**Task directions**.
Using the data below, tally the lines that include the string "Детский". Only the number is wanted.

**Listed records**.
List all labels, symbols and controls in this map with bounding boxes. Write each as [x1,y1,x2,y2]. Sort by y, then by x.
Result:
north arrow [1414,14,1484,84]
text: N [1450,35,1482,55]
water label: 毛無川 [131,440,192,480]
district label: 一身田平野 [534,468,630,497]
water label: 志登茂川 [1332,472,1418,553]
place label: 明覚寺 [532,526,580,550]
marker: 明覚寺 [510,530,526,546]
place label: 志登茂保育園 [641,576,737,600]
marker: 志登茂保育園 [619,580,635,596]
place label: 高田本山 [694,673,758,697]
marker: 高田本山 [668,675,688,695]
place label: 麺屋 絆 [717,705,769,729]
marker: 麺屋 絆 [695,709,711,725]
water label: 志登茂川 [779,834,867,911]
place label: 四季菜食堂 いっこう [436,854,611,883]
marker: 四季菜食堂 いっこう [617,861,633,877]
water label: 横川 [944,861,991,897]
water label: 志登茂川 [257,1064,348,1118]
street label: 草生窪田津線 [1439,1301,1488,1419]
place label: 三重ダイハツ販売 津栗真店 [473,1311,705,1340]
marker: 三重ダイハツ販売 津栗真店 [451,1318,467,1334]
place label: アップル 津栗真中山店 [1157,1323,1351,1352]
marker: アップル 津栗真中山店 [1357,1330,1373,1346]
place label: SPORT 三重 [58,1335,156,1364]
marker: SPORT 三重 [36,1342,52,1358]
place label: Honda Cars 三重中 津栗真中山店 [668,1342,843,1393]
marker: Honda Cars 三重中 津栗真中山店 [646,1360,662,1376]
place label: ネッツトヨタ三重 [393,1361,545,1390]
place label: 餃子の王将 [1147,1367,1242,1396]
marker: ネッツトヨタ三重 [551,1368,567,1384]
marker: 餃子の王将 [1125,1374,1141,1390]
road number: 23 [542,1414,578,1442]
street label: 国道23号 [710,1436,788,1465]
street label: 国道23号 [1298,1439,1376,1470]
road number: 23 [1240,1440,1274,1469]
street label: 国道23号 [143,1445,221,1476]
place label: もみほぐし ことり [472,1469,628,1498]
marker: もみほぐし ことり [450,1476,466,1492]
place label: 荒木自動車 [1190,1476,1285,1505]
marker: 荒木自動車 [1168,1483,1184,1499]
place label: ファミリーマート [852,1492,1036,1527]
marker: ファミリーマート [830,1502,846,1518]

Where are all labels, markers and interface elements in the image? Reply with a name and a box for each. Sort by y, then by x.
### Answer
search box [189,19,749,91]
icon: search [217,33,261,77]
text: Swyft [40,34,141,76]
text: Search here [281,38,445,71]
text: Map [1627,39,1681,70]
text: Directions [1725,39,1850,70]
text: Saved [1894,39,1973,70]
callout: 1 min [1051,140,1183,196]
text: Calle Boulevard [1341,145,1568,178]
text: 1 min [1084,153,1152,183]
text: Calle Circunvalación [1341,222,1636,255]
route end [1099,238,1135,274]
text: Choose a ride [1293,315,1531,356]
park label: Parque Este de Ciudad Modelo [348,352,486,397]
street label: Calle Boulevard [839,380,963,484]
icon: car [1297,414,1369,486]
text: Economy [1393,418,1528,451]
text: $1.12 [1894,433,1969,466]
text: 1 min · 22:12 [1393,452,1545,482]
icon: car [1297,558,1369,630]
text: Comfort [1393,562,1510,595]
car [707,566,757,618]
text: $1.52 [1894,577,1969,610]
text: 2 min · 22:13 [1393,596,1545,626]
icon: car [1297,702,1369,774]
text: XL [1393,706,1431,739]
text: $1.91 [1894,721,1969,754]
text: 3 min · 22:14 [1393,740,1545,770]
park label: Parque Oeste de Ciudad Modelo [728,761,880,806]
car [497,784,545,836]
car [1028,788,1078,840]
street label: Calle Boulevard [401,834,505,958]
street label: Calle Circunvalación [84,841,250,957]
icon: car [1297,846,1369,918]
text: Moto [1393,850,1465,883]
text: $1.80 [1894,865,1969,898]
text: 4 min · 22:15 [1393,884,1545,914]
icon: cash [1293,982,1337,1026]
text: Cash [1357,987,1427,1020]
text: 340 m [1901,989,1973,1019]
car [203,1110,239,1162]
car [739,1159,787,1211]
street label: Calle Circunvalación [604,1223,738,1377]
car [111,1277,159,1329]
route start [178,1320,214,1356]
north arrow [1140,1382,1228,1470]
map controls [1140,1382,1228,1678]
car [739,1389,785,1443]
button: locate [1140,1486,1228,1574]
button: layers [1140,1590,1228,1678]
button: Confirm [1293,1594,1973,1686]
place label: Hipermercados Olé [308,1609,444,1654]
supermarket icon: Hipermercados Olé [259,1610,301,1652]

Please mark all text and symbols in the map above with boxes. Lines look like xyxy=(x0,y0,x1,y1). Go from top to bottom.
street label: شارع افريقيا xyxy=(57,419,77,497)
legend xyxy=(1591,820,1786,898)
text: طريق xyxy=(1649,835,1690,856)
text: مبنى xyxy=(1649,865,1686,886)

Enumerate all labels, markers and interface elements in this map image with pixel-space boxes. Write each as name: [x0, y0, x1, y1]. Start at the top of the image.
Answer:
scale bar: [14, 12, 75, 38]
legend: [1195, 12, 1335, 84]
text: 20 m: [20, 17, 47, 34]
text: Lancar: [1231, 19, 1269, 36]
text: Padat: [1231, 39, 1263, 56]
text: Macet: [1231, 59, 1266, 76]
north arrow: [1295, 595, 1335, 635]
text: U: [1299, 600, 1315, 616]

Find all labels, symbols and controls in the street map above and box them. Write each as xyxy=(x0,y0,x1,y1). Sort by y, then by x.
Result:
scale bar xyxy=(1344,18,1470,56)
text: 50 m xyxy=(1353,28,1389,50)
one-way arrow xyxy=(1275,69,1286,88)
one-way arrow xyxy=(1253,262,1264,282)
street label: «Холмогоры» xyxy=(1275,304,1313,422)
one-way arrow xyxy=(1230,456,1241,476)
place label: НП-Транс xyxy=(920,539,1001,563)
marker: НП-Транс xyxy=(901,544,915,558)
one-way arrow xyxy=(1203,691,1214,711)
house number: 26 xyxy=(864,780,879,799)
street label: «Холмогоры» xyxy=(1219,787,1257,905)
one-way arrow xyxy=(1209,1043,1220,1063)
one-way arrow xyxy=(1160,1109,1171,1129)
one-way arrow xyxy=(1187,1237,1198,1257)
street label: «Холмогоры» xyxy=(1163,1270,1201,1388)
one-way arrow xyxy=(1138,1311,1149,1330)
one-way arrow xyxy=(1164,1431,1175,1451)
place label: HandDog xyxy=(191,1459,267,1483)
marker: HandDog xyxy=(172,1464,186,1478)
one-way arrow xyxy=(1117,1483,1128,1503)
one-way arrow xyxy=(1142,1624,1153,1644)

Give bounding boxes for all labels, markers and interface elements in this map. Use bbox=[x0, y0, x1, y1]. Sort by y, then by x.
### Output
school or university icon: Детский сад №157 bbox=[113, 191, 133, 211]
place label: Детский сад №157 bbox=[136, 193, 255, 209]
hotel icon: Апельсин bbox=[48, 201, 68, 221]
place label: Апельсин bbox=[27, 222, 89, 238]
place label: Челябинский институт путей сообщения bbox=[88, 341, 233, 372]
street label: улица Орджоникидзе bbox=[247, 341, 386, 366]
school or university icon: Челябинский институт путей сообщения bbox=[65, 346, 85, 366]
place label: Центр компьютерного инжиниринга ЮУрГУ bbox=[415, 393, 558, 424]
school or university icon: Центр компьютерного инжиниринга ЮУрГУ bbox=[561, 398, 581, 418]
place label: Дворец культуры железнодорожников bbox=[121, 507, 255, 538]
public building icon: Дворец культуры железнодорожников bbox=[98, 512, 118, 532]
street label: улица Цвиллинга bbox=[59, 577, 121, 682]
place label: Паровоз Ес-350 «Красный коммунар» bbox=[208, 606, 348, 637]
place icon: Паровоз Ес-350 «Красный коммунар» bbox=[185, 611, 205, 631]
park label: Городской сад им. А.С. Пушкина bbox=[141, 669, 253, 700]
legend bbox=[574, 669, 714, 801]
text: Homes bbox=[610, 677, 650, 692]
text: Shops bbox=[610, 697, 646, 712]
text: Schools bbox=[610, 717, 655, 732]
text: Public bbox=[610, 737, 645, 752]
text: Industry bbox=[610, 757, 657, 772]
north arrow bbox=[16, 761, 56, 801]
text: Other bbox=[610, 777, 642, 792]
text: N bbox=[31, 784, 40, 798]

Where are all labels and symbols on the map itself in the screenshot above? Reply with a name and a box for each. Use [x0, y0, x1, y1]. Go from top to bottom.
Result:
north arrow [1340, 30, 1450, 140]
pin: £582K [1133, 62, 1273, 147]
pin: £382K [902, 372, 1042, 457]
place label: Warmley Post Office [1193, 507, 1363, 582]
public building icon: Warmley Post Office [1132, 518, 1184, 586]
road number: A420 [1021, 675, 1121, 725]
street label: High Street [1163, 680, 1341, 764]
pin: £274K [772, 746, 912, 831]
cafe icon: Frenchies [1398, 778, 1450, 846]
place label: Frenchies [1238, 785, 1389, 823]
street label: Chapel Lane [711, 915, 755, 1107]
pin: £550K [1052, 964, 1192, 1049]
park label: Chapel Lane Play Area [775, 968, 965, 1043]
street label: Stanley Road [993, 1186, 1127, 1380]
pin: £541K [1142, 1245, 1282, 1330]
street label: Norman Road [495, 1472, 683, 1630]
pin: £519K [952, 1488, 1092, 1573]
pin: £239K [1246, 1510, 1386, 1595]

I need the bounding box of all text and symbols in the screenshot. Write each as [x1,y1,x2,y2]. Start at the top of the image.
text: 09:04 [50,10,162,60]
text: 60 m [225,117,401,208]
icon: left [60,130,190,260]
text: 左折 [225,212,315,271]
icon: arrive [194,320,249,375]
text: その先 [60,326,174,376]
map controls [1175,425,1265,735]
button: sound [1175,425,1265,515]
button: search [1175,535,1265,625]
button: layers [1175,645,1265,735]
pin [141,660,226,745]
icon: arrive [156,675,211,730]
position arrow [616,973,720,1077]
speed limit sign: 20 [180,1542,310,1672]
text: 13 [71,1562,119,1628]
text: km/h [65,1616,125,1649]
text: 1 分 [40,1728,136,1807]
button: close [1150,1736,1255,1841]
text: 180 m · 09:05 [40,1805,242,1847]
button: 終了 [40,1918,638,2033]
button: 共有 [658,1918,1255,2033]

**Response to this exercise**.
2